======== PROVIDED DATA

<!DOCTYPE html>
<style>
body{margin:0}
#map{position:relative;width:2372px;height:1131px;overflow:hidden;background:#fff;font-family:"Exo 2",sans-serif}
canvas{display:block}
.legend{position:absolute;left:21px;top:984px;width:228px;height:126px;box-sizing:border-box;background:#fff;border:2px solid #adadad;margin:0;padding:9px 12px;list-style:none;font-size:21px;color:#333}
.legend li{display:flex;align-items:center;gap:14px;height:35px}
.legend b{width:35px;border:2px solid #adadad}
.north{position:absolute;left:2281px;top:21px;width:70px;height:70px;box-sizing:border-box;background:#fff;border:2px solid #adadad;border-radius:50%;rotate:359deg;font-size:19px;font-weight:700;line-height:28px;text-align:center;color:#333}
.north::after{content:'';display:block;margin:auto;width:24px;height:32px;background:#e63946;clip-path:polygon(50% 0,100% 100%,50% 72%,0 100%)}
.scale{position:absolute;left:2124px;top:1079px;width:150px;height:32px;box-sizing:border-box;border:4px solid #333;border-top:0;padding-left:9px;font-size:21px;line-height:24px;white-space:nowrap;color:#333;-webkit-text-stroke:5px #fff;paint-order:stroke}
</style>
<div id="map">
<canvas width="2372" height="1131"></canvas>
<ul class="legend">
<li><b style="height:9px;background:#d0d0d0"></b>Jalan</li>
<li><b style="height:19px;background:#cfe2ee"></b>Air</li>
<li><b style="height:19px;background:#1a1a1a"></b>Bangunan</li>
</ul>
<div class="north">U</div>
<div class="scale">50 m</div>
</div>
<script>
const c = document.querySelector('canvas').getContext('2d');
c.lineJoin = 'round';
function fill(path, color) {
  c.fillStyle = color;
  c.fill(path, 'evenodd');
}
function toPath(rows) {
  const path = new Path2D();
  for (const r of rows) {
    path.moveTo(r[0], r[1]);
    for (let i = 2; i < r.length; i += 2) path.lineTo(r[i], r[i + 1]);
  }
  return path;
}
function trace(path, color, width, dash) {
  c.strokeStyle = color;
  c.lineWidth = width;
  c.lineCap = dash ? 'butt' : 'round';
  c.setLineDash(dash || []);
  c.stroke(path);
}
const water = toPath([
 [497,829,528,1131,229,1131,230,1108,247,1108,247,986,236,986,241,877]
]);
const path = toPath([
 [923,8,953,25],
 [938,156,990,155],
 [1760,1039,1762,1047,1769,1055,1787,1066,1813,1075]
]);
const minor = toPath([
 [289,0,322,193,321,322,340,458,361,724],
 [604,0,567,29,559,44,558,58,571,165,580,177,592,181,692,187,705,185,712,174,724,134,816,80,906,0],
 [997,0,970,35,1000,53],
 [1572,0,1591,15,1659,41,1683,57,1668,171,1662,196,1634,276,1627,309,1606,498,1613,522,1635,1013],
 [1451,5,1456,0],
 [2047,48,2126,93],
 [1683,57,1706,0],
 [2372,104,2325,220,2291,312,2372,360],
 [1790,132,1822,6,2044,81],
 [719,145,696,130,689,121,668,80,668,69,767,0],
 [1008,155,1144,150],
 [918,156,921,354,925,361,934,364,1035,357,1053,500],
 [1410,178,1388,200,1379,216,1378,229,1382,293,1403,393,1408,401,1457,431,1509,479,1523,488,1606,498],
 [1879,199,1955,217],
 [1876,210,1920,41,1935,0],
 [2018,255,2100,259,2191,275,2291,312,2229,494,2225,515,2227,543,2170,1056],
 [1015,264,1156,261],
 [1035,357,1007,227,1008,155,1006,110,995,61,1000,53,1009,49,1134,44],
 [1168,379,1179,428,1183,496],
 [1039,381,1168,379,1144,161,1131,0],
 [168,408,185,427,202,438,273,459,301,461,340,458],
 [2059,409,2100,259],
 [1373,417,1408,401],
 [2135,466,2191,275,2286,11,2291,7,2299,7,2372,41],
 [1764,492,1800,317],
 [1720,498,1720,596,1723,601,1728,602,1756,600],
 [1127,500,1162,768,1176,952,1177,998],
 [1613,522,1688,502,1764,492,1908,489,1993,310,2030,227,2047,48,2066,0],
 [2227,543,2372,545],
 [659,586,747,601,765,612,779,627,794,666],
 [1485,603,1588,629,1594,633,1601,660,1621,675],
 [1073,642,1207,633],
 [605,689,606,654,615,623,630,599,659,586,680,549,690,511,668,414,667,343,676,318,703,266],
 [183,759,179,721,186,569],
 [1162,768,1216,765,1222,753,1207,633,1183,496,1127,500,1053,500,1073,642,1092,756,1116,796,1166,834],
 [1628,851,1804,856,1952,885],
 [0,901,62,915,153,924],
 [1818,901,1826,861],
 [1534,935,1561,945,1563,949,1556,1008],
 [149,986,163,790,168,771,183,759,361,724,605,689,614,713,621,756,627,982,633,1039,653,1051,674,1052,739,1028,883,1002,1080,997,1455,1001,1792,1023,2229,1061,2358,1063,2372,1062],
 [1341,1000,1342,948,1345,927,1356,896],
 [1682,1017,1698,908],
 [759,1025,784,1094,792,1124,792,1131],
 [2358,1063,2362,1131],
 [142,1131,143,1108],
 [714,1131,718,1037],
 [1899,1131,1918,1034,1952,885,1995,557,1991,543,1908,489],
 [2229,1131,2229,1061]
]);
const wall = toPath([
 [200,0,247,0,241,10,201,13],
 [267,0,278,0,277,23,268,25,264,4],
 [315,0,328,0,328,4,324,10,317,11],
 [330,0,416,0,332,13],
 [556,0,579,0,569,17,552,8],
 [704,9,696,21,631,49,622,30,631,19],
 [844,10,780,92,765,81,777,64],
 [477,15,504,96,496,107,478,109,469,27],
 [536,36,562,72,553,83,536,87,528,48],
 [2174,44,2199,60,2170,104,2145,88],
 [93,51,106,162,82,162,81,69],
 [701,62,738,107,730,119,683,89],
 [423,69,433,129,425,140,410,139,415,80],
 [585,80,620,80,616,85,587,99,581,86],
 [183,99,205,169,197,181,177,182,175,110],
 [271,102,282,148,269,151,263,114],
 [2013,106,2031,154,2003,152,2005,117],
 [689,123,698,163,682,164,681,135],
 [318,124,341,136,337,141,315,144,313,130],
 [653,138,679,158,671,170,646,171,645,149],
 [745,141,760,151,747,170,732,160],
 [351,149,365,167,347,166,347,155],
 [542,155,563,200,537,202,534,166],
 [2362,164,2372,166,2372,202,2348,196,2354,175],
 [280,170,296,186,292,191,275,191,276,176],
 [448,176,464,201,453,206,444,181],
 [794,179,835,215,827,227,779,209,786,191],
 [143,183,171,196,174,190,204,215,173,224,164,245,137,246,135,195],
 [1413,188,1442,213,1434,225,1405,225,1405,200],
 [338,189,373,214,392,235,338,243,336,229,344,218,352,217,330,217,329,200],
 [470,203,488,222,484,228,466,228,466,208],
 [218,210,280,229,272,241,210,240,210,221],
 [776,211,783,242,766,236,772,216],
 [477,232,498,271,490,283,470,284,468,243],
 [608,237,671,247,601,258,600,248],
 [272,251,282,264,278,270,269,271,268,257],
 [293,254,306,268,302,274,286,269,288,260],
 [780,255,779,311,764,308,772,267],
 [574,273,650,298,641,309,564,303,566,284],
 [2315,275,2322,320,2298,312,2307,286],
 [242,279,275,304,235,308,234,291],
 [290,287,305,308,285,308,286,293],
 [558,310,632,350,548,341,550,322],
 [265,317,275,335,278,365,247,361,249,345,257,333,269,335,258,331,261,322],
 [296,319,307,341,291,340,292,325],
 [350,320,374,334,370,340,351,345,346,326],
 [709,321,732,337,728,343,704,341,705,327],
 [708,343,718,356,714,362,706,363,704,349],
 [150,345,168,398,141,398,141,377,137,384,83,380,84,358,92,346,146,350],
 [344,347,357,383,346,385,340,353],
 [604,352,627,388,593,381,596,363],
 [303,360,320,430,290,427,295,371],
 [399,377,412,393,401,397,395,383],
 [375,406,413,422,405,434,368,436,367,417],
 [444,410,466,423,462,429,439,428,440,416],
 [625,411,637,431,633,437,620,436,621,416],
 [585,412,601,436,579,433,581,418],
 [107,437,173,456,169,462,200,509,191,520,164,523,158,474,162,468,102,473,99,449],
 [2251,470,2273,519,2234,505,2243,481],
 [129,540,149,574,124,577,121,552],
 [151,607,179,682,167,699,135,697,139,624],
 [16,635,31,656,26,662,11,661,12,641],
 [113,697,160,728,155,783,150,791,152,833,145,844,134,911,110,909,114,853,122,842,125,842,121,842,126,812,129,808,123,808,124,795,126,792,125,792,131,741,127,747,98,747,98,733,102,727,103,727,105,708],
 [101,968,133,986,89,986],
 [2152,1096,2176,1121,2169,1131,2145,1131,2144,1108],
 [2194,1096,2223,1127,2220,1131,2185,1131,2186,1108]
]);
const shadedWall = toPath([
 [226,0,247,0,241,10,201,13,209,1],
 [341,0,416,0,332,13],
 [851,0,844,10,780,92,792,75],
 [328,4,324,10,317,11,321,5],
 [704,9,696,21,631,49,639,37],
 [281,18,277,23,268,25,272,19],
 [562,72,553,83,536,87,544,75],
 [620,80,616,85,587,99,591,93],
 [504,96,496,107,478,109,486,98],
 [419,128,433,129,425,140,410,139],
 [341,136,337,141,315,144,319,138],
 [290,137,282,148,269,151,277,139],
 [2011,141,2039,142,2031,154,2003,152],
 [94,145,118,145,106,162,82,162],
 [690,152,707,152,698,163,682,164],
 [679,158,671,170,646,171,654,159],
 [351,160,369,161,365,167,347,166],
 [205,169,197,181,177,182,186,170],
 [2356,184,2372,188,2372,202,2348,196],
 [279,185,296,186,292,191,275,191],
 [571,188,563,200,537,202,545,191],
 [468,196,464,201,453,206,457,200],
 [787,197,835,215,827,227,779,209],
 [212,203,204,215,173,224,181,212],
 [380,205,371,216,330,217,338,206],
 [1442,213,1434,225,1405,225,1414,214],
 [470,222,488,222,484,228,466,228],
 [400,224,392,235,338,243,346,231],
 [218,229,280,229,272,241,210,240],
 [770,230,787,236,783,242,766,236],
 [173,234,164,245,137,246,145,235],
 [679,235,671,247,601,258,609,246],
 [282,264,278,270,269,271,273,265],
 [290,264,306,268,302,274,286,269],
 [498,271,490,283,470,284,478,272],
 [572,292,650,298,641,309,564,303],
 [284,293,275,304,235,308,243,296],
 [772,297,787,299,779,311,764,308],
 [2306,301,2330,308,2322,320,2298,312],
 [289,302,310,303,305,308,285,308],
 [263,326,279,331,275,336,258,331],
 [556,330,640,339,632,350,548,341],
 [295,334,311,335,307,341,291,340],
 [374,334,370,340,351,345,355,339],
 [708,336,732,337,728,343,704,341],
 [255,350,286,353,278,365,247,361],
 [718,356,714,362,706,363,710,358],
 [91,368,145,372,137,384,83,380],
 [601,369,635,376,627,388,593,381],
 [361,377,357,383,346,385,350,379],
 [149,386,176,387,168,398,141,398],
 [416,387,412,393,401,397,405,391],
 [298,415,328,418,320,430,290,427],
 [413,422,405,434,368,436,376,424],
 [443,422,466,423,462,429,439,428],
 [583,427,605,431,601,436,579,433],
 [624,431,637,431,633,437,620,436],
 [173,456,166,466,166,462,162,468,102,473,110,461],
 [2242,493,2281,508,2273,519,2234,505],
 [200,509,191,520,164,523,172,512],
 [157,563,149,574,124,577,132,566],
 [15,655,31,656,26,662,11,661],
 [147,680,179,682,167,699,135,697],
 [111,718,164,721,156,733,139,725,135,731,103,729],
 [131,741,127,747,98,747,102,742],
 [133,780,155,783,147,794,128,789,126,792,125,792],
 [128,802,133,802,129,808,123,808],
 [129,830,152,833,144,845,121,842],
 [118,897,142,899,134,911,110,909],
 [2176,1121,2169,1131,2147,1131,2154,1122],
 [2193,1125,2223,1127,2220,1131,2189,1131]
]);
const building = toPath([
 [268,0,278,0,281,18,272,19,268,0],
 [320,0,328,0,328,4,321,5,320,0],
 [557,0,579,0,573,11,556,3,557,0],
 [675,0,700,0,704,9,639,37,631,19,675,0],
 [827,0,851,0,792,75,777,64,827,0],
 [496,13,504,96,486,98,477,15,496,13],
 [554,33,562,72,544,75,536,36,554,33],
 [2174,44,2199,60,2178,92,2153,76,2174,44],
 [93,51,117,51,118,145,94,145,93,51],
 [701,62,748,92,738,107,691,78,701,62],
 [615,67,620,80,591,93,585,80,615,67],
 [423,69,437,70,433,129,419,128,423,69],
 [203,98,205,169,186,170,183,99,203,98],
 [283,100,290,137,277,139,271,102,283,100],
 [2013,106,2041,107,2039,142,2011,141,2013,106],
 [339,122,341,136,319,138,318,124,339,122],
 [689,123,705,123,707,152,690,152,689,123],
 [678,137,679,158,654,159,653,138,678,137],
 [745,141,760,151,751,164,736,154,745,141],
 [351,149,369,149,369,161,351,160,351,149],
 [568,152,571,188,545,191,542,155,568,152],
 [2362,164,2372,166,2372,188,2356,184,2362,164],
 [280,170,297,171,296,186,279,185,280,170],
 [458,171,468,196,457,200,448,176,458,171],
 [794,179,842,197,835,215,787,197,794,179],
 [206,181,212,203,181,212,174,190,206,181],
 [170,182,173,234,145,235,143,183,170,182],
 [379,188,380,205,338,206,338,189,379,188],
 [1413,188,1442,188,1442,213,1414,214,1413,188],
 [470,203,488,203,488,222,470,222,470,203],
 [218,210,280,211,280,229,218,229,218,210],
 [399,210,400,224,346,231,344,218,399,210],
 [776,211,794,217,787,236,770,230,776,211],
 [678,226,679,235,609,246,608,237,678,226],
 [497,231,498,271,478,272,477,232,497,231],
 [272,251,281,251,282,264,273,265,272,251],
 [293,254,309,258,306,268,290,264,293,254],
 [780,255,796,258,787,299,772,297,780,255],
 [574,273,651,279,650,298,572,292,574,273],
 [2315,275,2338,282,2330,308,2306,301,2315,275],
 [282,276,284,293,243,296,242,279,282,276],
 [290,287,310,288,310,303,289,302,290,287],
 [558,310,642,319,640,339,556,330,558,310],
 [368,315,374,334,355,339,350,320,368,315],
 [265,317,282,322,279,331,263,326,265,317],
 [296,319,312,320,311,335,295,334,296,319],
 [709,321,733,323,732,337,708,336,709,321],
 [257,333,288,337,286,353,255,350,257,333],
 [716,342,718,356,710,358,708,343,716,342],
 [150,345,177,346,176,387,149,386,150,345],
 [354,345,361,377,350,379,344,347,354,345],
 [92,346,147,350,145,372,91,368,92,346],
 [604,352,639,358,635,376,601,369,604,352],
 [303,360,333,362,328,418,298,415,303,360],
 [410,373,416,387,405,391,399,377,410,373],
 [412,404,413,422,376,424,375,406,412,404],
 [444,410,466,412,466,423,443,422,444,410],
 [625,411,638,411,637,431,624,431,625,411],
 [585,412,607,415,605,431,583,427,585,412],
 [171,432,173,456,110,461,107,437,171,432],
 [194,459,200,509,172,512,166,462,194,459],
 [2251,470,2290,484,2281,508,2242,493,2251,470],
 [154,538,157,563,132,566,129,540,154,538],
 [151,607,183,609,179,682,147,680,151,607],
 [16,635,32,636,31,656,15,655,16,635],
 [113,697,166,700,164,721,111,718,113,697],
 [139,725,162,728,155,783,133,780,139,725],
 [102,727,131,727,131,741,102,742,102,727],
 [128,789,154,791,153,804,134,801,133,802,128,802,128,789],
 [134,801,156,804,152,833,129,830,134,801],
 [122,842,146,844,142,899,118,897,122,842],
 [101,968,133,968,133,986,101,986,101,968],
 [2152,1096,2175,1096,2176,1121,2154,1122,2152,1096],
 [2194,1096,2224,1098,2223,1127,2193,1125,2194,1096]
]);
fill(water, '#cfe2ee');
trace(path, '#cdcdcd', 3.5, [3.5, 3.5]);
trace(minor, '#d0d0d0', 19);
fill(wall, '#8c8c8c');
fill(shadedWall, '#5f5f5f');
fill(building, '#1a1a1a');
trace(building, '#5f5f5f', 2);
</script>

================
======== PROVIDED DATA

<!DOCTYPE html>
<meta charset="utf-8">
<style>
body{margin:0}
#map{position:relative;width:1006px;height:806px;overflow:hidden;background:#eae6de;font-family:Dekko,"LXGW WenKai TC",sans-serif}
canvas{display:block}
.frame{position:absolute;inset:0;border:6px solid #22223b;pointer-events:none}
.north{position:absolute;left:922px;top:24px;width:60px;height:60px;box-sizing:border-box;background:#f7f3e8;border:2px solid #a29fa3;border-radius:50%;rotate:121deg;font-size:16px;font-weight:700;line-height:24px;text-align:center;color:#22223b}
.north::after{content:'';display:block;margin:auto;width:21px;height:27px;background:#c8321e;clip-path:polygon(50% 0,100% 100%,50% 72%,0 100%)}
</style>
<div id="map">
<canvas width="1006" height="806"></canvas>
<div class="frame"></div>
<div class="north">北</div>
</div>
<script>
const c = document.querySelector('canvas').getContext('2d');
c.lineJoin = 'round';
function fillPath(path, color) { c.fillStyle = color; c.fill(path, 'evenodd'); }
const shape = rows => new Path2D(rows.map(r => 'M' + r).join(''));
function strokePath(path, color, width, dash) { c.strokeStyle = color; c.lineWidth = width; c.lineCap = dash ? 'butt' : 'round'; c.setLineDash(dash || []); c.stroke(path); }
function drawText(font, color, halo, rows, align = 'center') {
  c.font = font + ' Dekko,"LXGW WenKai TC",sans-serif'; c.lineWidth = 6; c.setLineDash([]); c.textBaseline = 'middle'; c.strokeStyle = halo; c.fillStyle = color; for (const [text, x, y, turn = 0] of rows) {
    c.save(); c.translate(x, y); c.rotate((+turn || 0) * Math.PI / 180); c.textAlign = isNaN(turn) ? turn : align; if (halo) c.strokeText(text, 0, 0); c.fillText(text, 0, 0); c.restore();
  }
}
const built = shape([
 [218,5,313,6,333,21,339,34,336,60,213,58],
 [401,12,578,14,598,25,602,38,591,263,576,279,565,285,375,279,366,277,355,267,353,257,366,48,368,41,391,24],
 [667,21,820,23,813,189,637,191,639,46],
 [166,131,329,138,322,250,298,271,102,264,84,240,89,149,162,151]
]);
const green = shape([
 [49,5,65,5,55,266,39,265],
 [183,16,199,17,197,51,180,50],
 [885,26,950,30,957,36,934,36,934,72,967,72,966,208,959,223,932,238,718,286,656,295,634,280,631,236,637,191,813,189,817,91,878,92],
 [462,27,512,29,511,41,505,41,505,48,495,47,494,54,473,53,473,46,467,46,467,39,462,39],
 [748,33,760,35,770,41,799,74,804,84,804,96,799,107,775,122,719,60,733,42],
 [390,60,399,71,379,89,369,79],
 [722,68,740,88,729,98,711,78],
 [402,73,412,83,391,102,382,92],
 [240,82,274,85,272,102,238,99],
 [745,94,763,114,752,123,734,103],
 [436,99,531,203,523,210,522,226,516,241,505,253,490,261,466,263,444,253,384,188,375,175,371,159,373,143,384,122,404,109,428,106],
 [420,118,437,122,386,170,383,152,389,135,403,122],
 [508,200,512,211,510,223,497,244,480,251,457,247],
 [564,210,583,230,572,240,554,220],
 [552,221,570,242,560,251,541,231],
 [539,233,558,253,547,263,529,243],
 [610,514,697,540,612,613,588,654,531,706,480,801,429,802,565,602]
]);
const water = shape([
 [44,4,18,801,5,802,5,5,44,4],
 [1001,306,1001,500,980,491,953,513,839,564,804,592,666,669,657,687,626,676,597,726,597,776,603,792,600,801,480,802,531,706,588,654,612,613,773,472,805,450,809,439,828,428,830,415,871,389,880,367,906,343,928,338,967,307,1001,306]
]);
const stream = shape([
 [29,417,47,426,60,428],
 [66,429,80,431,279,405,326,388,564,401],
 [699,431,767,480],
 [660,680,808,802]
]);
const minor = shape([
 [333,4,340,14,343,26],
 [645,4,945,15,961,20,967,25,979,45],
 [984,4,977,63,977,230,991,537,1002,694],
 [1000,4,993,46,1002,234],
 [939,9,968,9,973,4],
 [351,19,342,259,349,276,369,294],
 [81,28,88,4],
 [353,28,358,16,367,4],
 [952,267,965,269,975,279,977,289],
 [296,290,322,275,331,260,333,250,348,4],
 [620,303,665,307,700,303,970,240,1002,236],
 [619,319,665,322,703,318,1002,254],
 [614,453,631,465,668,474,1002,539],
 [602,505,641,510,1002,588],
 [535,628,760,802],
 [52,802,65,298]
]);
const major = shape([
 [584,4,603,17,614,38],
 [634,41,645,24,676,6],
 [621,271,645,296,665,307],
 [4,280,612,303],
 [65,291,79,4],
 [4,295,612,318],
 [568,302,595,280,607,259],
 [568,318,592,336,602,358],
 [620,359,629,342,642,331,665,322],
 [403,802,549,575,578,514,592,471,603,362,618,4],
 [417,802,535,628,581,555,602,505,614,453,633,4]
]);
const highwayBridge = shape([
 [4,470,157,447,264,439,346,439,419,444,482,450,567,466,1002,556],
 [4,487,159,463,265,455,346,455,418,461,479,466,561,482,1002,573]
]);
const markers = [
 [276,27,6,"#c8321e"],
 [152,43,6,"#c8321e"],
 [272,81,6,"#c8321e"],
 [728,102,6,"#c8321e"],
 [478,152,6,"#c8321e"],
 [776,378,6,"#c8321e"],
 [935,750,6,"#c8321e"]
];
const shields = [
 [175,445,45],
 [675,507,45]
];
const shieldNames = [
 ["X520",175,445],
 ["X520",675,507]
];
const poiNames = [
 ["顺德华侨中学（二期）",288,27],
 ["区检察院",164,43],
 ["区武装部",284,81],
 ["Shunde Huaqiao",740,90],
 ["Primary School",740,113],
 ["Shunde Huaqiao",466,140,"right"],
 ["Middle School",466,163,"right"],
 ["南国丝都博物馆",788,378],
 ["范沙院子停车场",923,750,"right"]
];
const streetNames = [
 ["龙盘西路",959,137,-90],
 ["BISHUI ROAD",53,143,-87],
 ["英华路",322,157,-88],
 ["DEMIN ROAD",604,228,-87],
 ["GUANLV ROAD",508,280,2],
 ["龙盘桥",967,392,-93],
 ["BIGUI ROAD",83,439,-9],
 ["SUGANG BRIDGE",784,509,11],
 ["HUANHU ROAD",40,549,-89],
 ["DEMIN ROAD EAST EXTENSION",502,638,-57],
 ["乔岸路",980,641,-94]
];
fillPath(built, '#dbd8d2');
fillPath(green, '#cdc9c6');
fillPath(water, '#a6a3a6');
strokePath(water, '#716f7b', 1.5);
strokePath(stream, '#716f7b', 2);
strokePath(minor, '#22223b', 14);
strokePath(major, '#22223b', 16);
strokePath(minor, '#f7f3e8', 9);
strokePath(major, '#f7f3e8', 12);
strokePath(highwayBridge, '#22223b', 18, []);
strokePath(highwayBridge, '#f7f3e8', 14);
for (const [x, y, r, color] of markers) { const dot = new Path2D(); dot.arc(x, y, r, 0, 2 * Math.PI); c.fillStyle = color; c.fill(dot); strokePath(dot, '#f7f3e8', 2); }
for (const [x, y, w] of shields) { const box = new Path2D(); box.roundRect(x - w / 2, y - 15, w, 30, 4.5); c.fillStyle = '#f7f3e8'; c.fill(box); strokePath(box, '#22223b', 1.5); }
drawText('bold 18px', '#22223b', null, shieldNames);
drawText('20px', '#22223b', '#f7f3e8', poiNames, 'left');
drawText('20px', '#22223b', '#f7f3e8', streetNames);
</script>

================

DESCRIPTION OF THE TASK >> Take every line above carrying "lineWidth" and return it.

SOLUTION FOR THIS PROBLEM >>
  c.lineWidth = width;
function strokePath(path, color, width, dash) { c.strokeStyle = color; c.lineWidth = width; c.lineCap = dash ? 'butt' : 'round'; c.setLineDash(dash || []); c.stroke(path); }
  c.font = font + ' Dekko,"LXGW WenKai TC",sans-serif'; c.lineWidth = 6; c.setLineDash([]); c.textBaseline = 'middle'; c.strokeStyle = halo; c.fillStyle = color; for (const [text, x, y, turn = 0] of rows) {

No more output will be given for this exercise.